MATERIAL FOR THIS EXERCISE:
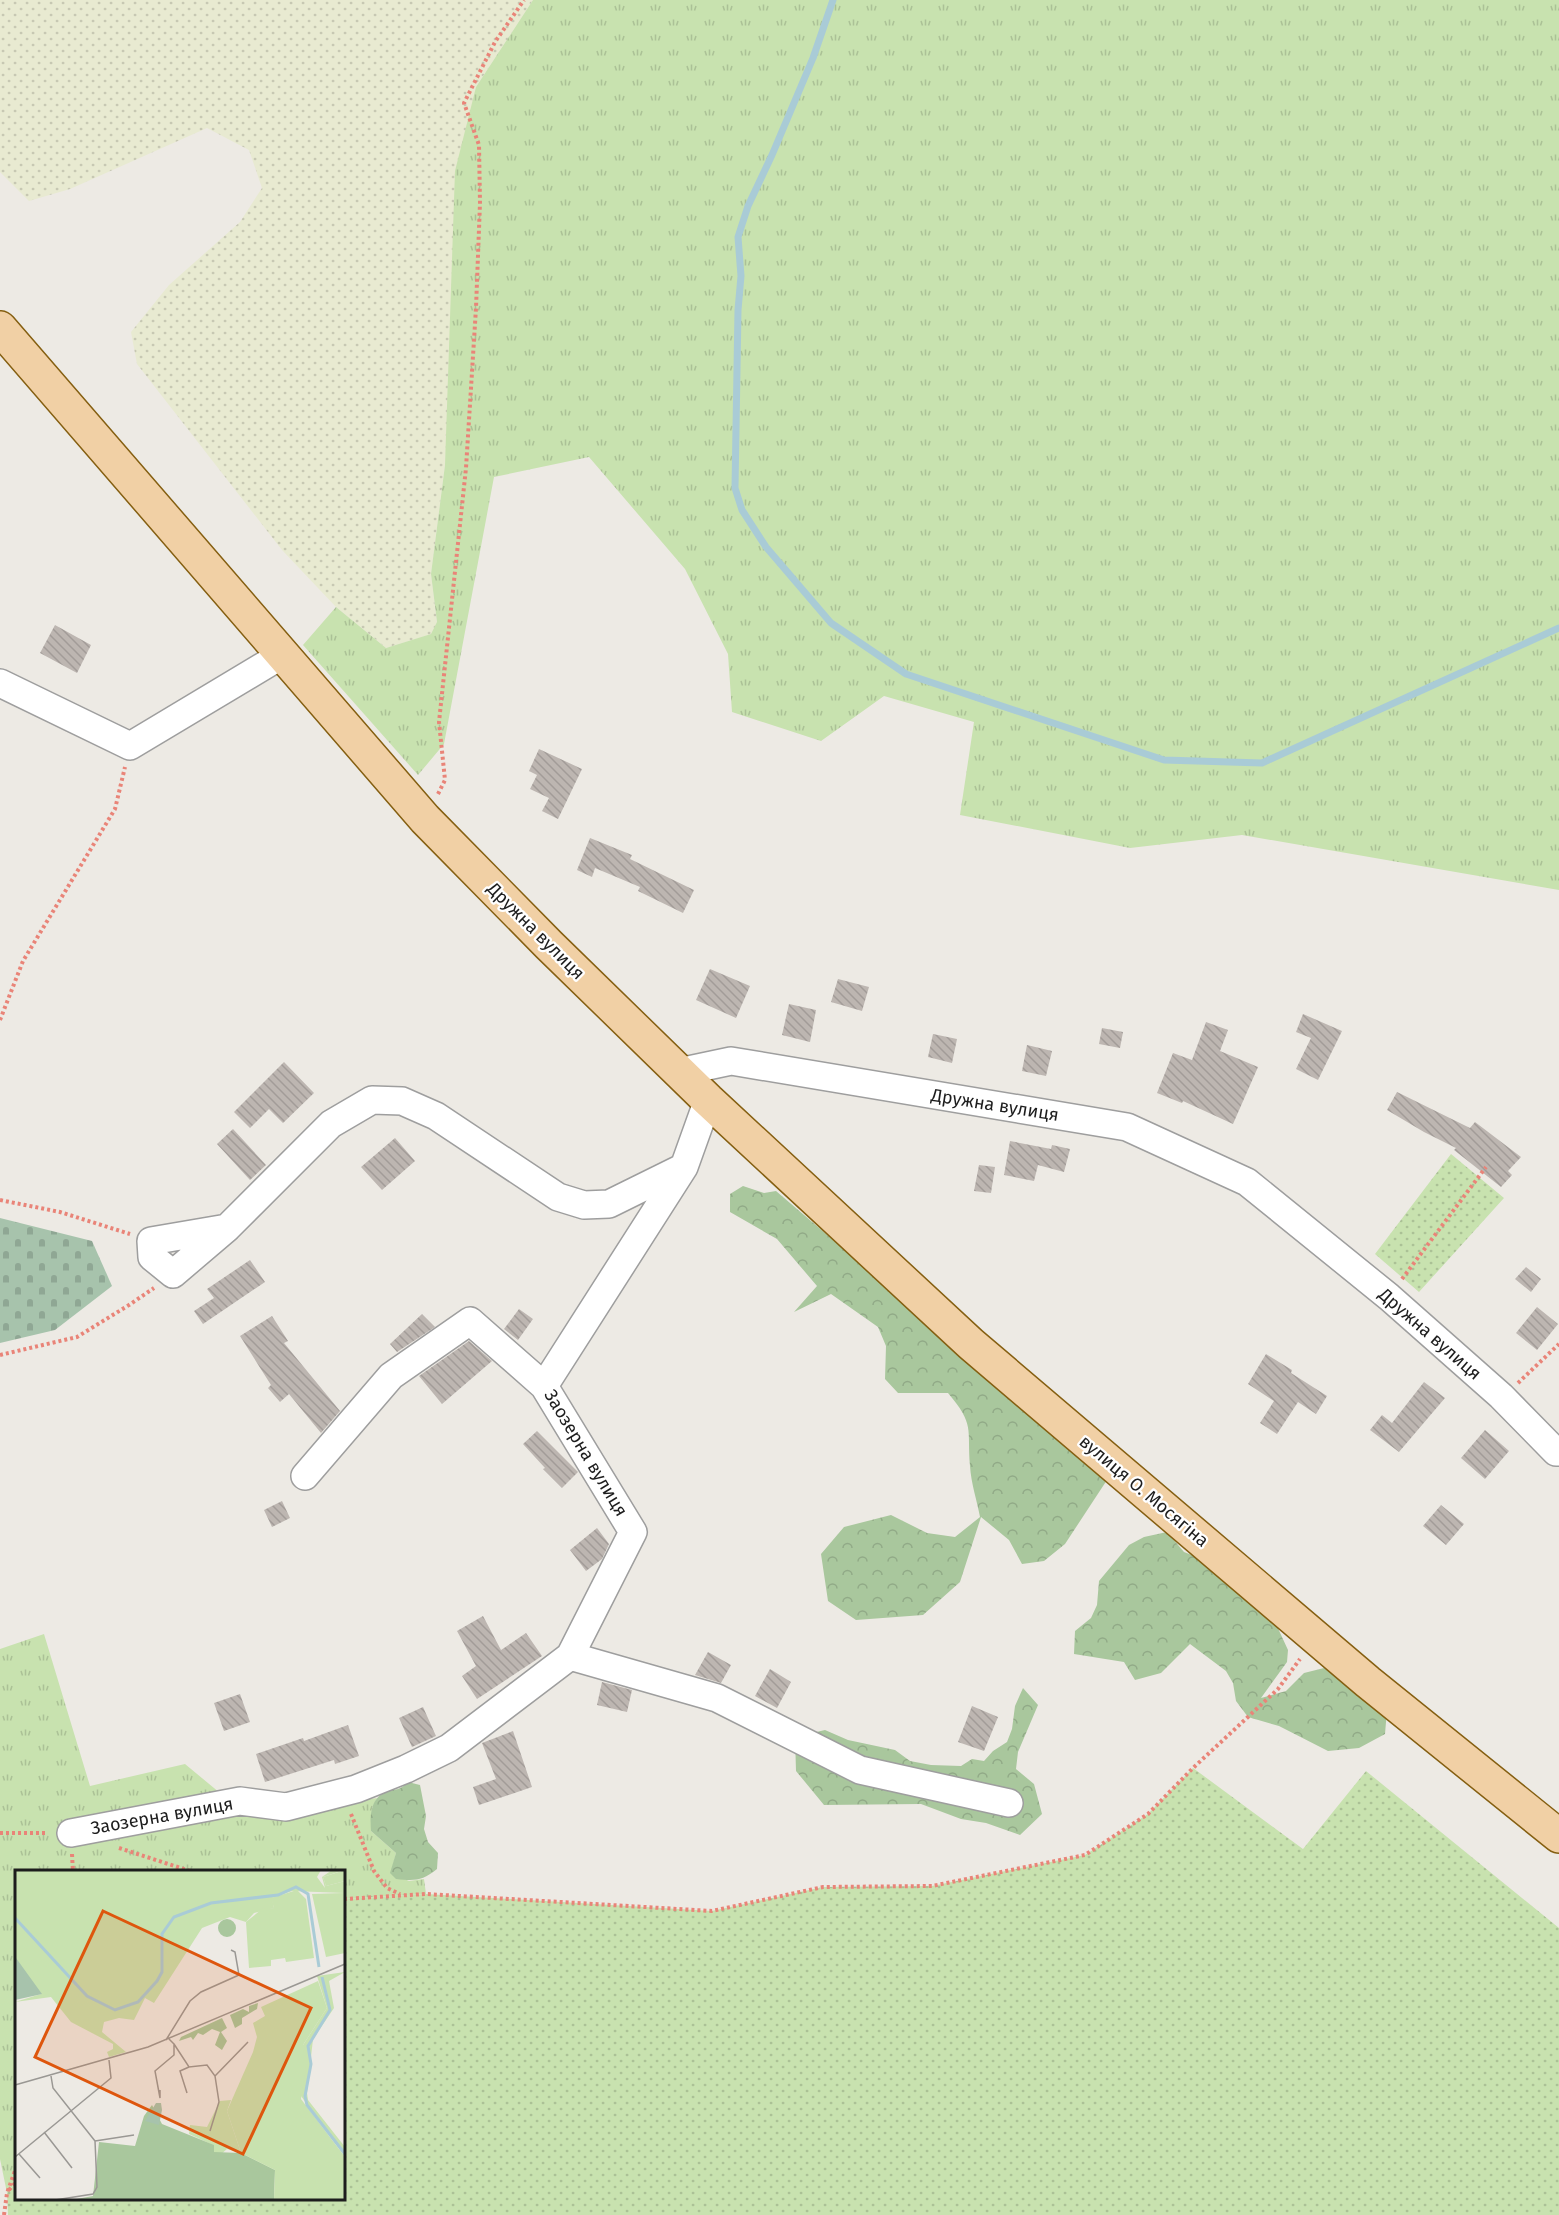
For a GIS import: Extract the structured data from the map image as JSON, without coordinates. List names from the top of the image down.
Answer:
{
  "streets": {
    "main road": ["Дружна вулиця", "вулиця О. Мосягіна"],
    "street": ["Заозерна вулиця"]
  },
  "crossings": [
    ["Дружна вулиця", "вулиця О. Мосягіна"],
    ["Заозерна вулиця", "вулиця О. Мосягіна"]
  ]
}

BRIEF:
Please output the material above unchanged, apart from removing the pictures.

WRITTEN SOLUTION:
For a GIS import: Extract the structured data from the map image as JSON, without coordinates. List names from the top of the image down.
Answer:
{
  "streets": {
    "main road": ["Дружна вулиця", "вулиця О. Мосягіна"],
    "street": ["Заозерна вулиця"]
  },
  "crossings": [
    ["Дружна вулиця", "вулиця О. Мосягіна"],
    ["Заозерна вулиця", "вулиця О. Мосягіна"]
  ]
}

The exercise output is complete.